### PROBLEM DETAILS
Could the data below be retyped exactly, without its pictures?

### DATA FOR THIS EXERCISE
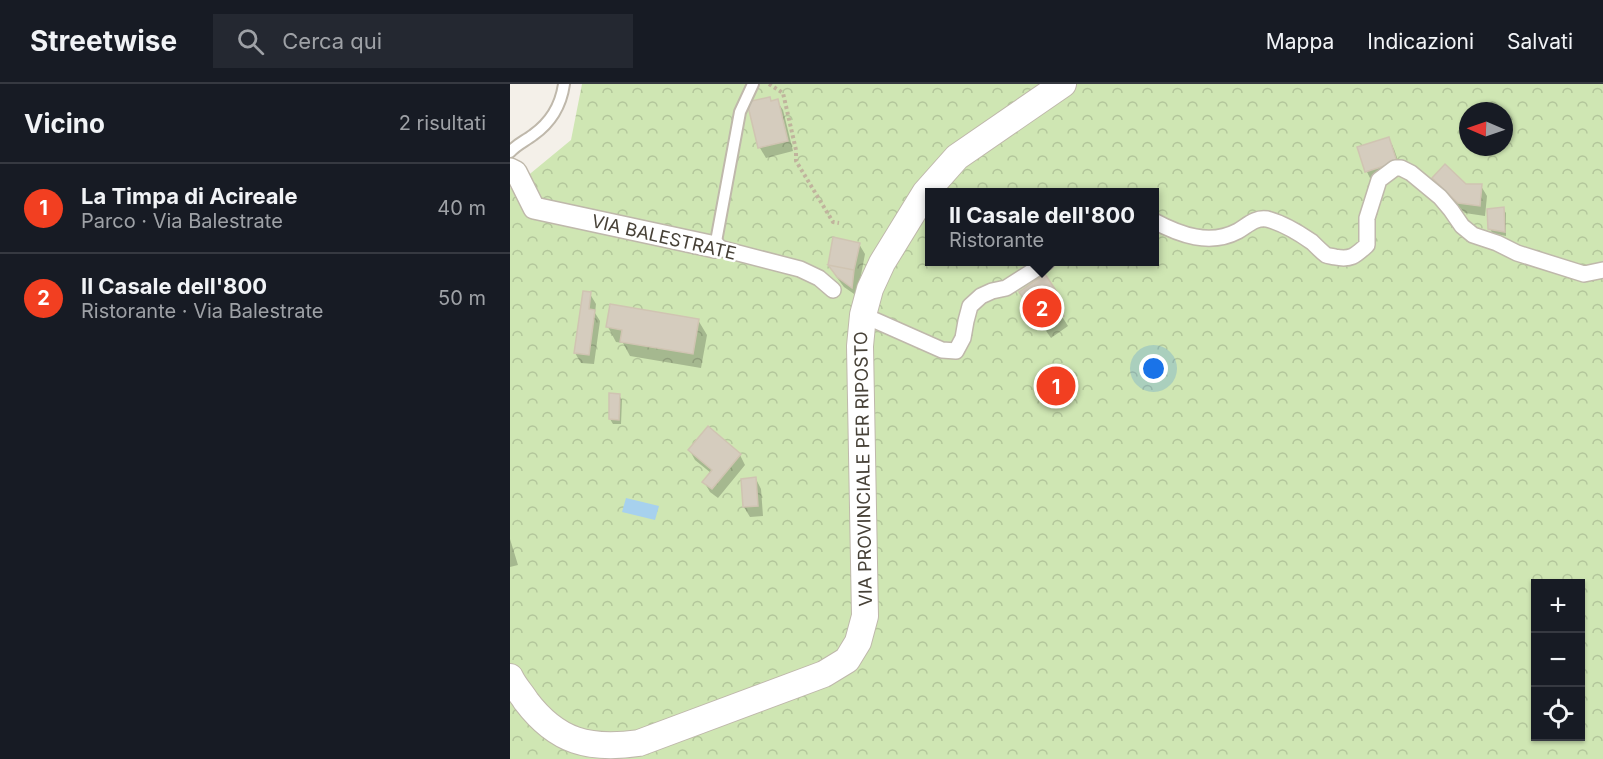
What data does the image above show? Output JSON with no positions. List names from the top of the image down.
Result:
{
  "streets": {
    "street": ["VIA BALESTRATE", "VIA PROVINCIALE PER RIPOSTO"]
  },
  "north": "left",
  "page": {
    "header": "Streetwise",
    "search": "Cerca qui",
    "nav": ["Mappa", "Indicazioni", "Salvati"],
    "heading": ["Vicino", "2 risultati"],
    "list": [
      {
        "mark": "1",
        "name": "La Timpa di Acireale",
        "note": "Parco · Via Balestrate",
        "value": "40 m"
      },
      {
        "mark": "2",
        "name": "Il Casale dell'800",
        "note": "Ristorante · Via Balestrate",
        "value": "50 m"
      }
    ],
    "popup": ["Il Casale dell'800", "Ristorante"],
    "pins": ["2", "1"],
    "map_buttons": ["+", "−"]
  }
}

### RESULT OF THIS TASK
What data does the image above show? Output JSON with no positions. List names from the top of the image down.
Result:
{
  "streets": {
    "street": ["VIA BALESTRATE", "VIA PROVINCIALE PER RIPOSTO"]
  },
  "north": "left",
  "page": {
    "header": "Streetwise",
    "search": "Cerca qui",
    "nav": ["Mappa", "Indicazioni", "Salvati"],
    "heading": ["Vicino", "2 risultati"],
    "list": [
      {
        "mark": "1",
        "name": "La Timpa di Acireale",
        "note": "Parco · Via Balestrate",
        "value": "40 m"
      },
      {
        "mark": "2",
        "name": "Il Casale dell'800",
        "note": "Ristorante · Via Balestrate",
        "value": "50 m"
      }
    ],
    "popup": ["Il Casale dell'800", "Ristorante"],
    "pins": ["2", "1"],
    "map_buttons": ["+", "−"]
  }
}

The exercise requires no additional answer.